Todos os textos possuem vazios textuais e são construídos a partir de jogos de significação, negociações de sentido entre texto e leitor. Entretanto, o texto literário enquanto criação artística abre-se ainda mais para o jogo e, ao contrário do demais textos, não pretende informar uma verdade ou convencer, mas desafia o leitor a também criar a obra.

Por isso, sua principal característica é a polissemia e o trabalho com a emoção/sentimento, ele quer atingir a sensibilidade e não a racionalidade do leitor. Assim, a leitura do texto literário possui suas particularidades, pois

há uma subjetividade muito complexa envolvida na própria estrutura textual. O ato da leitura está repleto de significados que, presentes na superfície do texto, nela não se esgotam, já que entre a palavra escrita e o sujeito que a lê estabelece-se uma experiência, ou seja, o encontro dessas duas instâncias modifica o modo de existência de ambas. A condição para uma recepção estética do texto ficcional depende exatamente do estabelecimento da interação entre texto e leitor (Oliveira y Matzenbacer, 2007).

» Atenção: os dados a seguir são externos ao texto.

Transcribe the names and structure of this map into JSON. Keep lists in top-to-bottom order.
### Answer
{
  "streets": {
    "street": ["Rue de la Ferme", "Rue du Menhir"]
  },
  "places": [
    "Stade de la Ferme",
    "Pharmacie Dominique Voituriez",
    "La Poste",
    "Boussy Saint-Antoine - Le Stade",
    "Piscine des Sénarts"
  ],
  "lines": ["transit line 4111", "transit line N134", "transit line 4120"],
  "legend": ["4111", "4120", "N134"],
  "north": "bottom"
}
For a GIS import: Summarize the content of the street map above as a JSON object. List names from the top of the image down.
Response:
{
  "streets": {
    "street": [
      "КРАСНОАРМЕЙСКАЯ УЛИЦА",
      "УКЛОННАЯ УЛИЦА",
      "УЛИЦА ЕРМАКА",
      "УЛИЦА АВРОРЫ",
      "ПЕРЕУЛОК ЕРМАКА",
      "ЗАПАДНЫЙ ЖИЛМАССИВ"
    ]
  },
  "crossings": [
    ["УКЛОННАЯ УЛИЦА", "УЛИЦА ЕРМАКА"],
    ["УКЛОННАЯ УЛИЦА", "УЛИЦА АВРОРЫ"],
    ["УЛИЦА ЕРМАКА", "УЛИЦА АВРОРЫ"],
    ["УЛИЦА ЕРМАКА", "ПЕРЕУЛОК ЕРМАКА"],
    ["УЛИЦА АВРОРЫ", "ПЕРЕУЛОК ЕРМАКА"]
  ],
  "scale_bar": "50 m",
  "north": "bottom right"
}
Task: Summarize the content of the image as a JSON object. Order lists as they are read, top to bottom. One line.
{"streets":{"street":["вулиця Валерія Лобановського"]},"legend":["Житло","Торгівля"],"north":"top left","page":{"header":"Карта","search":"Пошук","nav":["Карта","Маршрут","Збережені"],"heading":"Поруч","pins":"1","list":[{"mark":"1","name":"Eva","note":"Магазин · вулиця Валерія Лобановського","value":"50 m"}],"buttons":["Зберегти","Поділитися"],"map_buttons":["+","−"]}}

A arte interessa-se pelos sentimentos, emoções, subjetividade do leitor e o conhecimento que brota a partir da interação leitor-arte/livro. Um conhecimento não-objetivo ou prático, mas interior, de autoconhecimento, de significação da vida. “O conhecimento está na interface entre cultura, mente e sociedade e não em apenas uma delas ou em todas; ele não é pré-existente, mas produzido em situações particulares, quando um conto é narrado, um peixe é nomeado ou uma piada é contada” (Gai, 2005: 101). A autora também salienta a importância da interação para construção dos conhecimentos, que na literatura, emerge principalmente da experiência vivida pelo leitor de forma imaginária a partir do texto. Ao envolver-se com a narrativa, o leitor passa a sentir e viver as experiências dos personagens, ampliando sua experiência de vida e seu conhecimento sobre o mundo.

A partir dessas considerações iniciais, encontramos nos textos de Clarice Lispector uma fonte rica de conhecimento e subjetividade, cujo foco é o autoconhecimento, em que observamos claramente a interação e a busca de significados pelo leitor, bem como pela própria autora.

 

O texto e a leitura de Clarice Lispector

O estilo de escrita de Clarice Lispector é muito peculiar, especialmente pelos temas que desenvolve e pela construção de suas narrativas. Seus temas são intimistas, envolvem a existência, a vida, as questões que permeiam a nossa subjetividade. Dessa forma, o texto de Clarice é intrigante, é misterioso, é denso, reflexivo. Não é uma narrativa que conta fatos, apresenta diálogos entre os personagens, etc. Tudo é centrado na subjetividade de um personagem, seus dramas e sua tentativa de construir-se, de conhecer-se. A escritora usa a técnica do fluxo de consciência, concentrando toda a narrativa em torno da consciência dos personagens (Campedelli y Abdala, 2008). A linguagem e sua capacidade criadora não é utilizada apenas como meio pela escrita, mas também como constituinte da própria criação e das verdades/conhecimentos a serem construídas pelo leitor, pela própria escritora e pelo personagem, nessa relação que se forma a partir da interação da leitura.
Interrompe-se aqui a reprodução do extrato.